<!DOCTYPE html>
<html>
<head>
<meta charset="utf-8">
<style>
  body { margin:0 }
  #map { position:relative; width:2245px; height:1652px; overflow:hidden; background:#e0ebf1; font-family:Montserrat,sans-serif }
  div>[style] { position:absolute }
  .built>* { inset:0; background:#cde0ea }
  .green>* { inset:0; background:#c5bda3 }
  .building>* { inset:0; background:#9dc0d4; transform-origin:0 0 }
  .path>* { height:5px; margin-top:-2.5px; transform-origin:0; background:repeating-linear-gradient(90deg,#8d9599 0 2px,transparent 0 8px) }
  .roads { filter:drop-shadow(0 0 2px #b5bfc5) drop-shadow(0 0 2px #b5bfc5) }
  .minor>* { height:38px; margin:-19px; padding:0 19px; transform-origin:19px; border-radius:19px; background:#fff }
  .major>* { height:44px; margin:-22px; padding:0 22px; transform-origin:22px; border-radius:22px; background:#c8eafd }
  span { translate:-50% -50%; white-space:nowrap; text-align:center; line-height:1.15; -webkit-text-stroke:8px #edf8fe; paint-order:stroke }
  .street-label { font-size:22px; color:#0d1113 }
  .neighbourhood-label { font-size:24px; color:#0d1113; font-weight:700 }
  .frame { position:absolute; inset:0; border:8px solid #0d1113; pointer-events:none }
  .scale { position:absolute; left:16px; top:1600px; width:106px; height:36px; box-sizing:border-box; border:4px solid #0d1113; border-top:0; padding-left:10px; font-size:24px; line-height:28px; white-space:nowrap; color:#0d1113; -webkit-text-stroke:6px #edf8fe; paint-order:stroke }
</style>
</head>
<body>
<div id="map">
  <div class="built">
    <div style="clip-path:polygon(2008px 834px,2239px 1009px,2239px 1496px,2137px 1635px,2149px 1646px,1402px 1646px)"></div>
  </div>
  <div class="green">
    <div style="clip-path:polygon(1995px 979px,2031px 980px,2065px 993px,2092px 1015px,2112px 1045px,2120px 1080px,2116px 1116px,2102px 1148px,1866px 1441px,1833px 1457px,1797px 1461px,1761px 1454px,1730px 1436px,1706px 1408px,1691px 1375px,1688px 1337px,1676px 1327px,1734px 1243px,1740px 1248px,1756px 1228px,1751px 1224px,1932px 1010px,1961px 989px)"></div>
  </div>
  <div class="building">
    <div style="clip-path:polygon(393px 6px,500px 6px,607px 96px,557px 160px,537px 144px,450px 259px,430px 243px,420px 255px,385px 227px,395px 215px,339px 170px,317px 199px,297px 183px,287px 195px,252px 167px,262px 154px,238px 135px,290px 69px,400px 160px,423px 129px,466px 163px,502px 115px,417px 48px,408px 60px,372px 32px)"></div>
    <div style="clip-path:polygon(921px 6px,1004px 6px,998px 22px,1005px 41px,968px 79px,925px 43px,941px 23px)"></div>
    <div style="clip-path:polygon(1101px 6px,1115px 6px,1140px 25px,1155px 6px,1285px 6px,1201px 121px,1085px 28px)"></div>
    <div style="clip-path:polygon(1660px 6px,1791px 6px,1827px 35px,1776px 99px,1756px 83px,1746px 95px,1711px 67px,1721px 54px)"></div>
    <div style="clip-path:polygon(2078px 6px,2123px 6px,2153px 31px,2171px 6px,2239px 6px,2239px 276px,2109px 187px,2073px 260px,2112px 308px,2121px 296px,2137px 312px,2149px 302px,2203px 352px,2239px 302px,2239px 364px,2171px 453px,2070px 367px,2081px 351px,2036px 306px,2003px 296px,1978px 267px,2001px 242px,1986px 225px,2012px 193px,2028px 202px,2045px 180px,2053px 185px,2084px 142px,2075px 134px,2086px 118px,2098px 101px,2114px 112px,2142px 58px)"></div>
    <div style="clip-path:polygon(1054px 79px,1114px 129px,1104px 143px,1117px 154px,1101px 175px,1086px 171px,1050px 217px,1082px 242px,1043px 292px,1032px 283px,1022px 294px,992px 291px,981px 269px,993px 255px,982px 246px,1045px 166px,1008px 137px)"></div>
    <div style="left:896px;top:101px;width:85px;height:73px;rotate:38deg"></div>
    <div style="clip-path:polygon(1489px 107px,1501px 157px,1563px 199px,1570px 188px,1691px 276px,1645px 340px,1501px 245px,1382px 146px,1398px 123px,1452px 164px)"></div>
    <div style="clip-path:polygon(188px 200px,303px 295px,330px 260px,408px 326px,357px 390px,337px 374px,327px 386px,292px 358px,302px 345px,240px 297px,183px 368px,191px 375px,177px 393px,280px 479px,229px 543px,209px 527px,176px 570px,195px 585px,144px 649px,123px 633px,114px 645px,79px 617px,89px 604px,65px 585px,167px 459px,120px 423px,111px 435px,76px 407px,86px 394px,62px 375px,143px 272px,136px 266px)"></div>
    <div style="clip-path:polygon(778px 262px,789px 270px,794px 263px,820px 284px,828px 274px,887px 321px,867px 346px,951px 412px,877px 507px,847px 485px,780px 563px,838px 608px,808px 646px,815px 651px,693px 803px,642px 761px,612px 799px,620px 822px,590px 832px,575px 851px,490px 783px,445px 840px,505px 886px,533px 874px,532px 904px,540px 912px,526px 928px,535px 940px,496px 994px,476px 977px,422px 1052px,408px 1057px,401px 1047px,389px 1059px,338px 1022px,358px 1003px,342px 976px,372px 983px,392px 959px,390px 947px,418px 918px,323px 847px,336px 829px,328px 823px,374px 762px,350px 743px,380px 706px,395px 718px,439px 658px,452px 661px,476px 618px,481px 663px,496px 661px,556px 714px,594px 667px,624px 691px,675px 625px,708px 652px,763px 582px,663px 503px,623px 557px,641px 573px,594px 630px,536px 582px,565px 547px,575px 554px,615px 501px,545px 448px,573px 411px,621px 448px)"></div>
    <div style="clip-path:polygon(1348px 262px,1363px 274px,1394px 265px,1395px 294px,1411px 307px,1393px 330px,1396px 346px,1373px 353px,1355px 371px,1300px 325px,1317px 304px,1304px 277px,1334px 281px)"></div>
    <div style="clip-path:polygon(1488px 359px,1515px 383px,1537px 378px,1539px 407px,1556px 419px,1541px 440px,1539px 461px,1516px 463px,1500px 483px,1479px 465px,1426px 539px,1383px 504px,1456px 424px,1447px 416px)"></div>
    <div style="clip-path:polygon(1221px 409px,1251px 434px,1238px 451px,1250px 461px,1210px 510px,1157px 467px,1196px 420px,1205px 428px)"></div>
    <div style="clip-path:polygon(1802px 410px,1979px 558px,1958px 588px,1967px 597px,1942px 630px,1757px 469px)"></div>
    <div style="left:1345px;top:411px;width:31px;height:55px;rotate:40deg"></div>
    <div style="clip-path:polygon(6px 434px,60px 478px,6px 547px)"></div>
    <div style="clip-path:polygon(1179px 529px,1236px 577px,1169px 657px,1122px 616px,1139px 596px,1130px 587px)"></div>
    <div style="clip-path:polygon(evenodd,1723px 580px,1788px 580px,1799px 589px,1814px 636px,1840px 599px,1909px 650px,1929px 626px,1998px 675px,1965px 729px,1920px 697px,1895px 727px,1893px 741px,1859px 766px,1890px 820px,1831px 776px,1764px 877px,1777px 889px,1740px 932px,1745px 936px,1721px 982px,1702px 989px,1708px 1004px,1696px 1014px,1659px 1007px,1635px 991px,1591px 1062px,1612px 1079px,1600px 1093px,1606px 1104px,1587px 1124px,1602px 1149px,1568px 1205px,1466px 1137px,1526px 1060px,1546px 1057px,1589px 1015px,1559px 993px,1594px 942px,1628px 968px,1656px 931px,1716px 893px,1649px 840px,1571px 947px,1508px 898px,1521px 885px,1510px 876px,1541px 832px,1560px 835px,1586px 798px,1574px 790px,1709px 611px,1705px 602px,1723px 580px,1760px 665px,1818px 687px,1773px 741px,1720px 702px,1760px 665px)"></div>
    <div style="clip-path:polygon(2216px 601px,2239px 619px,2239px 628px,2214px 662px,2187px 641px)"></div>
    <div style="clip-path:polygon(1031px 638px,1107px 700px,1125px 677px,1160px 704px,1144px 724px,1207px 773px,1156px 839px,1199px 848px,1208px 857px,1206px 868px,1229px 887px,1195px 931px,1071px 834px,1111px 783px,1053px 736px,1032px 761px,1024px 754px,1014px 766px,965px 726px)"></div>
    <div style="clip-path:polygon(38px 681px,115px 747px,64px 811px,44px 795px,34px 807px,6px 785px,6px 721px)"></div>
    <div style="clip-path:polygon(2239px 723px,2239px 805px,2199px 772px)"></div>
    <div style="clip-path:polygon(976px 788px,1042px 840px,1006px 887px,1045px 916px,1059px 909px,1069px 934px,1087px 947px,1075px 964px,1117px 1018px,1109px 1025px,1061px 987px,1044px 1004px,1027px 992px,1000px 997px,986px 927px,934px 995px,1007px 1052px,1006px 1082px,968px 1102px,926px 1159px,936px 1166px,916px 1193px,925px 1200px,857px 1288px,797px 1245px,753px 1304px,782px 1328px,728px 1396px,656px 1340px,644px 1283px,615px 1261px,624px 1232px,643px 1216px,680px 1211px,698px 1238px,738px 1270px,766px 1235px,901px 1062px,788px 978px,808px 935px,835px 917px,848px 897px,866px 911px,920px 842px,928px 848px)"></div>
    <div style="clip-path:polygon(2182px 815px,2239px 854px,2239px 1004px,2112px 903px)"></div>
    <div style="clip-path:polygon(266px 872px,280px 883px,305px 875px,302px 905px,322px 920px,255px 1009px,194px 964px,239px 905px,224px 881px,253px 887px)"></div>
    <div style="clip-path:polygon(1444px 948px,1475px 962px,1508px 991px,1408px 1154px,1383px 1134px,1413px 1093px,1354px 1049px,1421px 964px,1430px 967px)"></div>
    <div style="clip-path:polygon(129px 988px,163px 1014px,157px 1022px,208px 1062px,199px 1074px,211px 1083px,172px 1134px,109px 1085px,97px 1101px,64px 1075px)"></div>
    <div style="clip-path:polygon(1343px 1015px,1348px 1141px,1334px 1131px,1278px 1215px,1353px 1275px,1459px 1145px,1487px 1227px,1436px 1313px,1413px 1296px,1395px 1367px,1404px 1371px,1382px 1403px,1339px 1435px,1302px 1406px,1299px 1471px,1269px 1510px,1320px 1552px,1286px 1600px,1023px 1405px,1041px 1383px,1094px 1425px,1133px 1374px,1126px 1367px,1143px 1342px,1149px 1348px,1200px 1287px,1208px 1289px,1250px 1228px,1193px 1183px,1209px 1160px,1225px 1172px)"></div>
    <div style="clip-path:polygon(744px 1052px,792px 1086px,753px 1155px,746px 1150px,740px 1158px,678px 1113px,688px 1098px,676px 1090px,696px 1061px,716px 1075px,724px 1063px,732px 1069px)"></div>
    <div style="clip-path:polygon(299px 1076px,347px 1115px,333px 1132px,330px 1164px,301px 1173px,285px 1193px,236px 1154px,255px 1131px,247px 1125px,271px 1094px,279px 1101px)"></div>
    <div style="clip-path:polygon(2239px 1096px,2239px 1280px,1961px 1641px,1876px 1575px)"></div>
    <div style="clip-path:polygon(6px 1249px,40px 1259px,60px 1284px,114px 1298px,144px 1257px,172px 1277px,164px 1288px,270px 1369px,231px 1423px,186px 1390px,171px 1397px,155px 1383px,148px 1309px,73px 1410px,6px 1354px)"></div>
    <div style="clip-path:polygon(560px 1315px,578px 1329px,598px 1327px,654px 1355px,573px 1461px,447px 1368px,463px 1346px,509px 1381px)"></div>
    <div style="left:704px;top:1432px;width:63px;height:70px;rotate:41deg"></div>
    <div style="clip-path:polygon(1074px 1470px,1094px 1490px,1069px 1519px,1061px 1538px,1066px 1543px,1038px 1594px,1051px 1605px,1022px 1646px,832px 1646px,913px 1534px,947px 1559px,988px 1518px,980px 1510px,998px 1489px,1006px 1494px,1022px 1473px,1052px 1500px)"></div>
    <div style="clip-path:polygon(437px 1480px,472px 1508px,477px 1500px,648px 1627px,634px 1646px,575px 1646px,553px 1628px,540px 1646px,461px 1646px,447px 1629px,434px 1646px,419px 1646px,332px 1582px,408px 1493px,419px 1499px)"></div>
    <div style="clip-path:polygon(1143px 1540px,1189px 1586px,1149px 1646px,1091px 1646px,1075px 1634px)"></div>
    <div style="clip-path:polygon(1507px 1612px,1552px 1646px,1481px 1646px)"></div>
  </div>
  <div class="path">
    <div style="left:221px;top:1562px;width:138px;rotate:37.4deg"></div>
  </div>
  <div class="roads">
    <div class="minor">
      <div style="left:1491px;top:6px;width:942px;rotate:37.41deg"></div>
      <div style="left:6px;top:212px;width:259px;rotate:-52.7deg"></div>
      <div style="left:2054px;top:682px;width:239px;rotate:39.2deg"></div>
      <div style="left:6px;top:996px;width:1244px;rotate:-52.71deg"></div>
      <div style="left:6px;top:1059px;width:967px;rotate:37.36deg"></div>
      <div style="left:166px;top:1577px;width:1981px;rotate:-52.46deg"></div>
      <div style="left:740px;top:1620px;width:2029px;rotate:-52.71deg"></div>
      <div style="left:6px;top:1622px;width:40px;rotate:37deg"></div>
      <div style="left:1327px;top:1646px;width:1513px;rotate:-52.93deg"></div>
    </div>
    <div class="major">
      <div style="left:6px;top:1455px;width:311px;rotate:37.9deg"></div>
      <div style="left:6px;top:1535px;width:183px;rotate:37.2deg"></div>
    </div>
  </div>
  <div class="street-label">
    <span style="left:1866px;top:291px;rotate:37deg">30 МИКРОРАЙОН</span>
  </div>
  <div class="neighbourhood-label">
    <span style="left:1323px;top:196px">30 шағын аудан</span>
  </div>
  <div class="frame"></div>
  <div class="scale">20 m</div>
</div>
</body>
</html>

| Problem details |
Write down exactly every line of the material above up to and including the line containing "filter:drop-shadow(0 0 2px".

| Problem solution |
<!DOCTYPE html>
<html>
<head>
<meta charset="utf-8">
<style>
  body { margin:0 }
  #map { position:relative; width:2245px; height:1652px; overflow:hidden; background:#e0ebf1; font-family:Montserrat,sans-serif }
  div>[style] { position:absolute }
  .built>* { inset:0; background:#cde0ea }
  .green>* { inset:0; background:#c5bda3 }
  .building>* { inset:0; background:#9dc0d4; transform-origin:0 0 }
  .path>* { height:5px; margin-top:-2.5px; transform-origin:0; background:repeating-linear-gradient(90deg,#8d9599 0 2px,transparent 0 8px) }
  .roads { filter:drop-shadow(0 0 2px #b5bfc5) drop-shadow(0 0 2px #b5bfc5) }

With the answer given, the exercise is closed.